The Endangered Species Act wasn’t created to pit states against the federal government when it comes to species conservation. But unfortunately, that’s exactly what has happened with the Utah prairie dog.
Due to the inflexible regulatory structure of the act, state biologists in Utah found themselves on the wrong side of the law when they went to move endangered prairie dogs off of residential yards, playgrounds, and other developed areas and onto conservation lands. Given the potential impacts that the situation might have on the recovery of the Utah prairie dog—as well as on the conservation of other endangered species—PERC recently filed an amicus brief with the U.S. Supreme Court in support of preserving federalism to promote true species conservation.
The brief offers more detail on the case:
[T]he United States Fish and Wildlife Service’s regulation of the Utah prairie dog effectively forbids the state of Utah from taking action to protect the species from extinction. Specifically, the regulation prohibits and would federally criminalize state biologists from relocating prairie dogs from residential areas to government-owned conservation areas where their chances of survival would be improved.
This punitive regulatory approach discourages states and private parties from engaging in innovative species recovery efforts and, in some documented cases, actually encourages preemptive habitat destruction.
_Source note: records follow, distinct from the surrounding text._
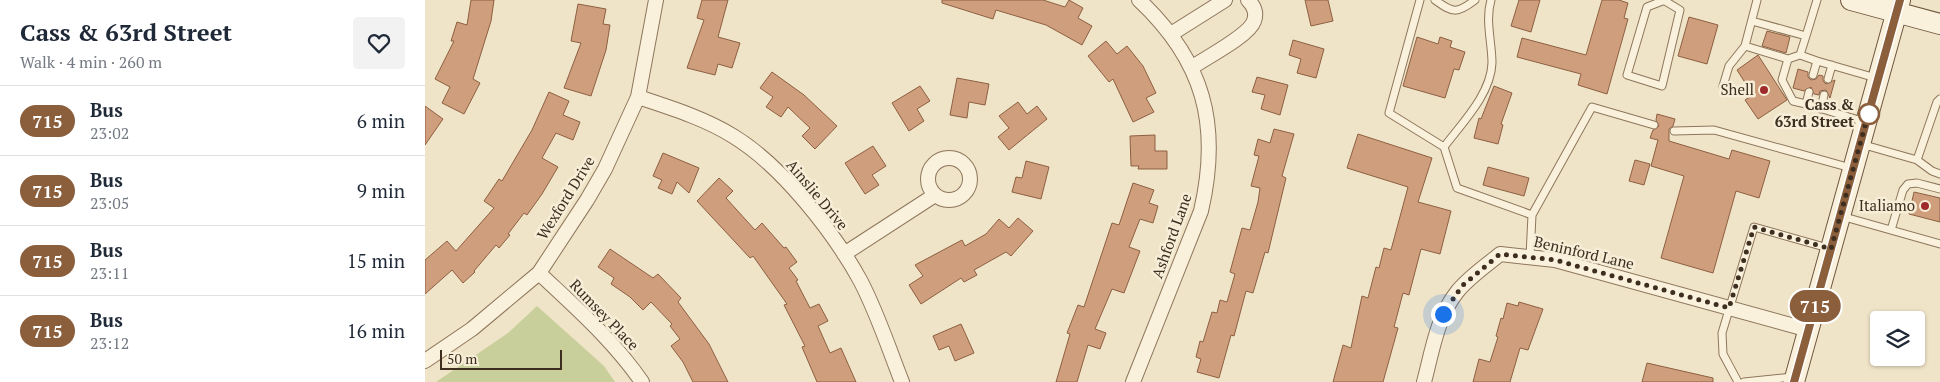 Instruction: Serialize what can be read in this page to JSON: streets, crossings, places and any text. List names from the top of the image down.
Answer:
{
  "streets": {
    "street": [
      "Ainslie Drive",
      "Wexford Drive",
      "Ashford Lane",
      "Beninford Lane",
      "Rumsey Place"
    ]
  },
  "crossings": [
    ["Ainslie Drive", "Wexford Drive"],
    ["Wexford Drive", "Rumsey Place"]
  ],
  "places": ["Shell", "Cass & 63rd Street", "Italiamo"],
  "lines": ["bus line 715"],
  "scale_bar": "50 m",
  "page": {
    "heading": ["Cass & 63rd Street", "Walk · 4 min · 260 m"],
    "on_map": "715",
    "list": [
      {
        "mark": "715",
        "name": "Bus",
        "note": "23:02",
        "value": "6 min"
      },
      {
        "mark": "715",
        "name": "Bus",
        "note": "23:05",
        "value": "9 min"
      },
      {
        "mark": "715",
        "name": "Bus",
        "note": "23:11",
        "value": "15 min"
      },
      {
        "mark": "715",
        "name": "Bus",
        "note": "23:12",
        "value": "16 min"
      }
    ],
    "scale": "50 m"
  }
}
Moreover, the inflexible nature of the Endangered Species Act’s regulatory structure assumes a blanket prohibition on taking even a single animal is the most effective means of conserving endangered species. It is not. Relative to the more than 2,300 listed plants and animal species, less than 40 species have been delisted due to recovery. Those paltry few success stories will become even rarer following the Tenth Circuit’s unconstitutional expansion of the Endangered Species Act’s strict take prohibition.
Read the entire amicus brief here.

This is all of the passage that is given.